Maglali llegó a casa con los poemas y cuentos que había empezado a acumular más bien como un ejercicio. De allí nacería el primer libro que armamos juntas, Pétalos de Vida. Pero cada vez que nos reuníamos para avanzar en el trabajo de edición, ella hablaba del hogar Jorba de Funes, que en principio se llamó Amparo Infantil. Que había escrito, que había borrado, que había vuelto a escribir, que estaba corrigiendo. A veces se le cortaba la voz cuando hablaba de aquello. A esta mujer grande (que la vida ha hecho fuerte) se le llenaban los ojos de lágrimas; yo no terminaba de entender.

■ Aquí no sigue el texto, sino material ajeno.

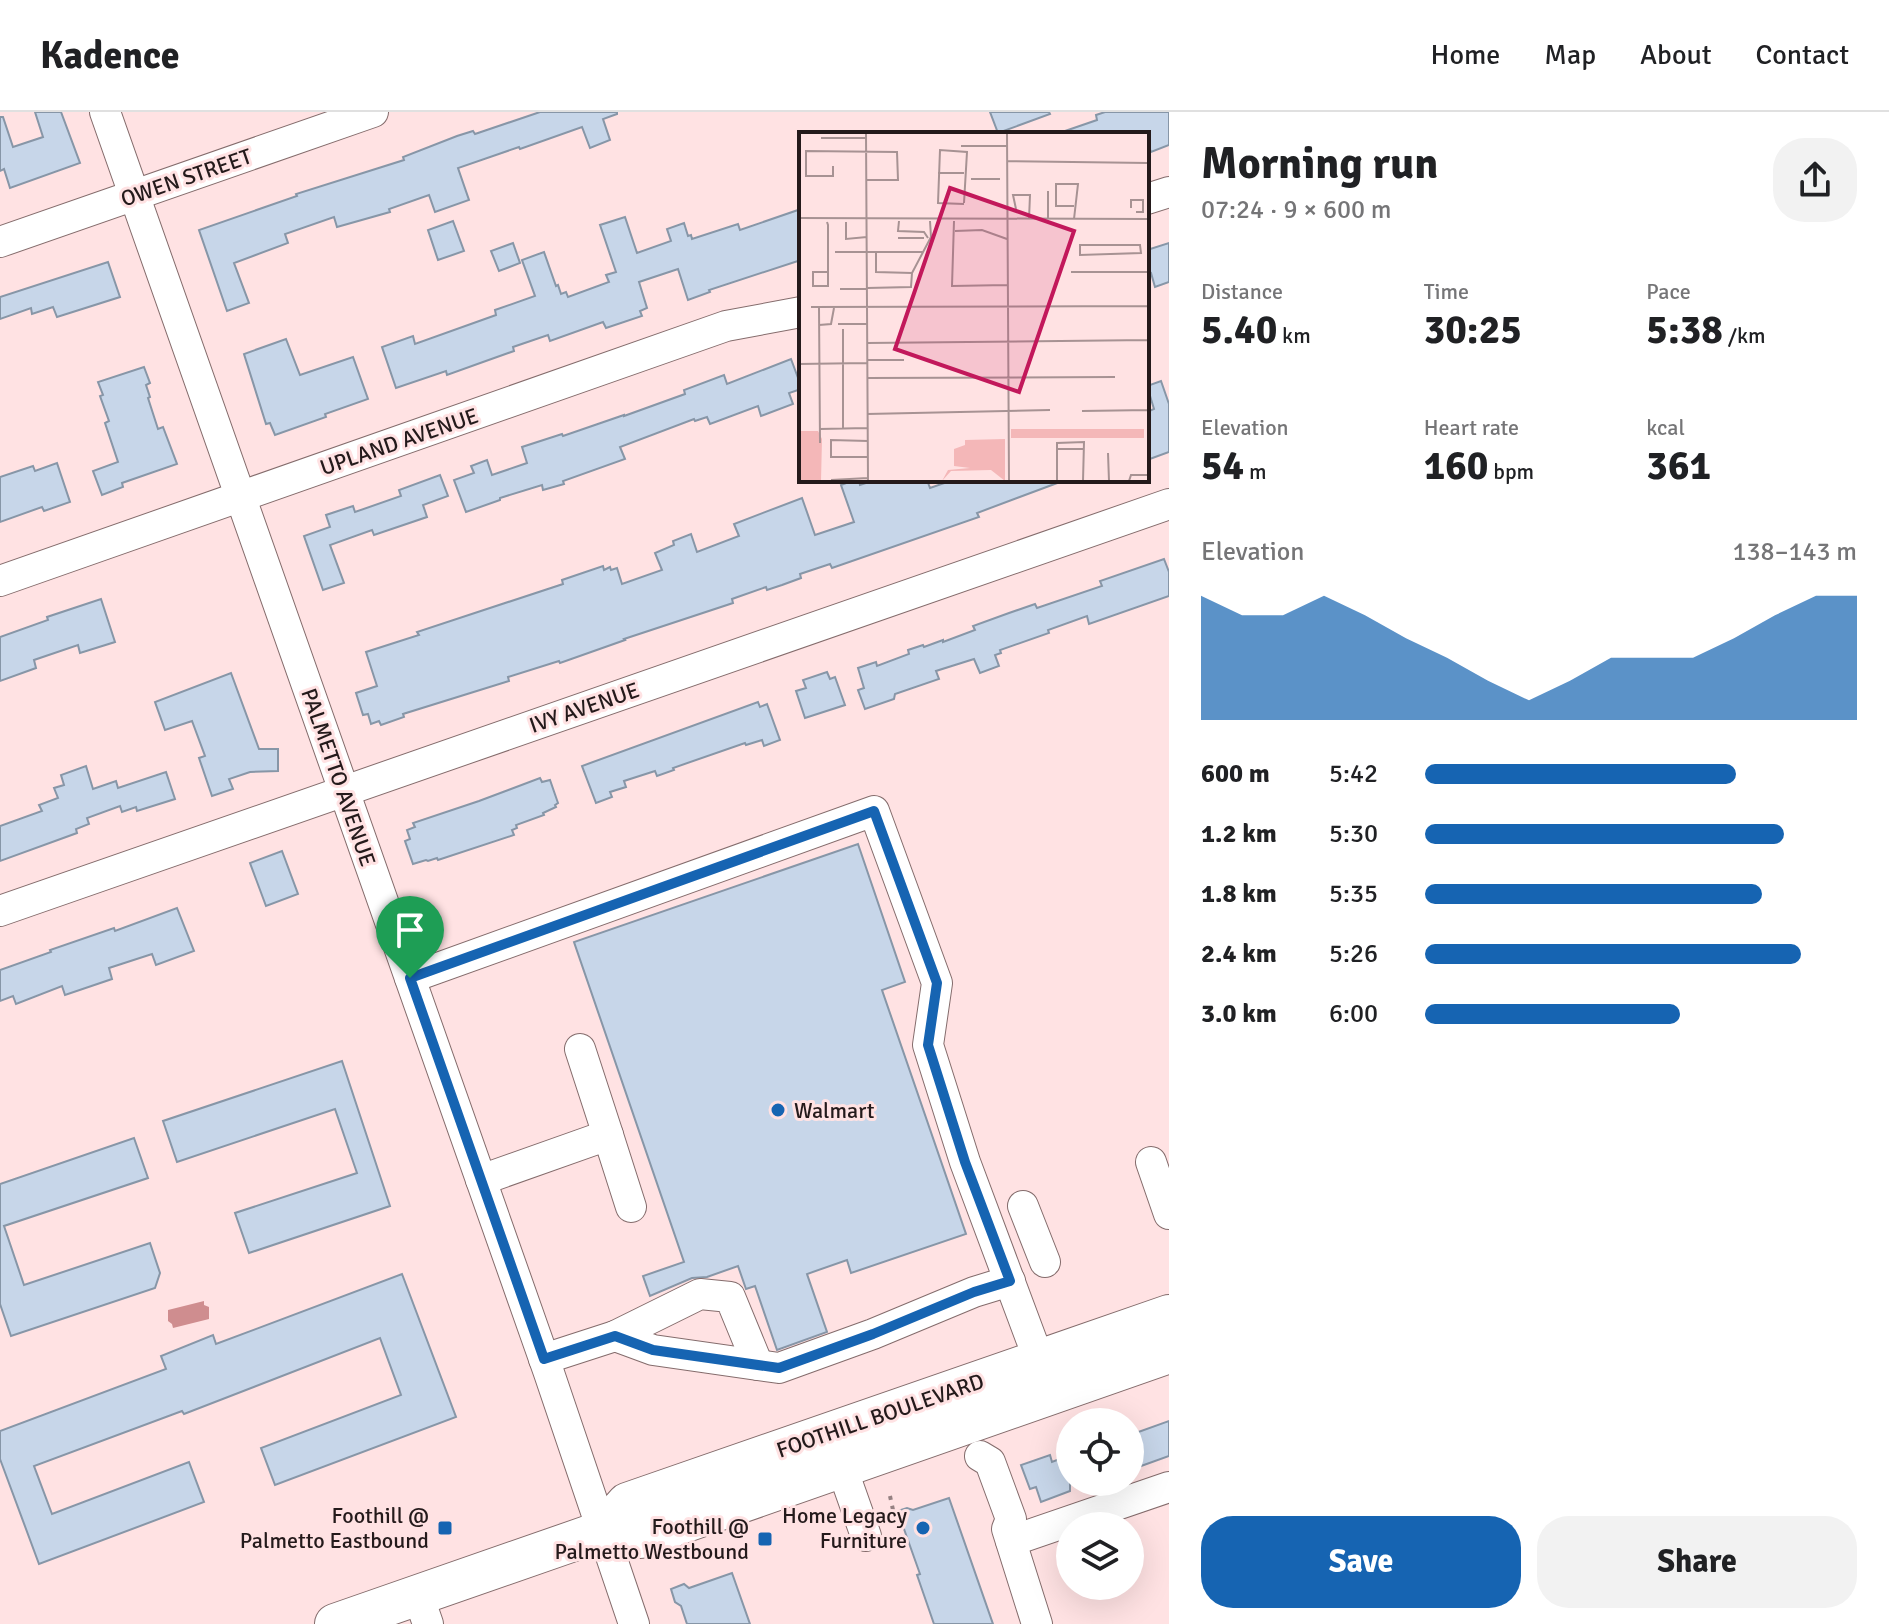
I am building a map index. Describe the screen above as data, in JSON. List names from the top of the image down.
{
  "streets": {
    "main road": ["FOOTHILL BOULEVARD"],
    "street": [
      "OWEN STREET",
      "UPLAND AVENUE",
      "IVY AVENUE",
      "PALMETTO AVENUE"
    ]
  },
  "crossings": [
    ["OWEN STREET", "PALMETTO AVENUE"],
    ["UPLAND AVENUE", "PALMETTO AVENUE"],
    ["IVY AVENUE", "PALMETTO AVENUE"],
    ["PALMETTO AVENUE", "FOOTHILL BOULEVARD"]
  ],
  "places": {
    "other": ["Walmart", "Home Legacy Furniture"],
    "transit": ["Foothill @ Palmetto Eastbound", "Foothill @ Palmetto Westbound"]
  },
  "page": {
    "header": "Kadence",
    "nav": [
      "Home",
      "Map",
      "About",
      "Contact"
    ],
    "heading": ["Morning run", "07:24 · 9 × 600 m"],
    "stats": [
      ["Distance", "5.40 km"],
      ["Time", "30:25"],
      ["Pace", "5:38 /km"],
      ["Elevation", "54 m"],
      ["Heart rate", "160 bpm"],
      ["kcal", "361"]
    ],
    "chart": ["Elevation", "138–143 m"],
    "list": [
      {
        "name": "600 m",
        "note": "5:42"
      },
      {
        "name": "1.2 km",
        "note": "5:30"
      },
      {
        "name": "1.8 km",
        "note": "5:35"
      },
      {
        "name": "2.4 km",
        "note": "5:26"
      },
      {
        "name": "3.0 km",
        "note": "6:00"
      }
    ],
    "buttons": ["Save", "Share"]
  }
}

Cuando al fin pude leer la historia que Maglali había escrito comprendí el origen de aquellas lágrimas. Pero es mi deber de editora aclarar que en este libro no está reflejado, ni por lejos, el dolor de aquellas vivencias. En estas páginas ustedes podrán conectar con la nostalgia de la autora. La observación de un mundo que ella conoció desde muy pequeña. Esa mirada que luego completó con una carrera profesional dentro de la Dirección de Niñez, Adolescencia y Familia, de la provincia de Mendoza, la DINAF. El lector deberá saber que aquella experiencia iniciática en “la casa grande”, que describe Maglali en sus Vivencias de Amparo Infantil, despertó en ella una clara vocación que la llevó a tomar el primer trabajo formal en un hogar de niños huérfanos cuando aún no cumplía 21 años de edad. Antes de eso ya había colaborado escribiendo notas e informes, al servicio de Marta Romano de Bonilla, cuando era directora del Jorba de Funes.
En el relato que leerán a continuación, Maglali (Marta Gladys Livellara) se ha propuesto hablar de esas mujeres que, sin haber ido a la universidad, tomaron la sabiduría del amor. A aquellos seres humanos que gran parte de la sociedad despreciaba (incluso, a veces, sus propias familias biológicas), ellas los trataban con cariño. Además de las imprescindibles tareas de cuidado, higiene y salud; procuraban para ellos una vida digna, que incluía las mejores comidas, el incentivo de la recreación y el aprendizaje de la expresión artística, en la medida de sus capacidades individuales. Ellas, “las tías”, alimentaban el cuerpo y el espíritu de los niños, niñas y adolescentes, con una entrega y contención únicas.
En los meses de vacaciones la pequeña Maglali (quien ya admiraba las flores como artista plástica y poeta) convivió con los asistidos del hogar. Entonces empatizó con ellos y fue agradecida de sus circunstancias, aunque tuviese una cuota de dolor. Desde que sus padres se habían separado, cuando ella tenía tres años, debió adaptarse a las rigurosidades del internado en un colegio religioso. Allí su madre depositaba casi la mitad del sueldo de enfermera y, con mucho sacrificio, cubría las exigencias de uniforme que imponía la institución.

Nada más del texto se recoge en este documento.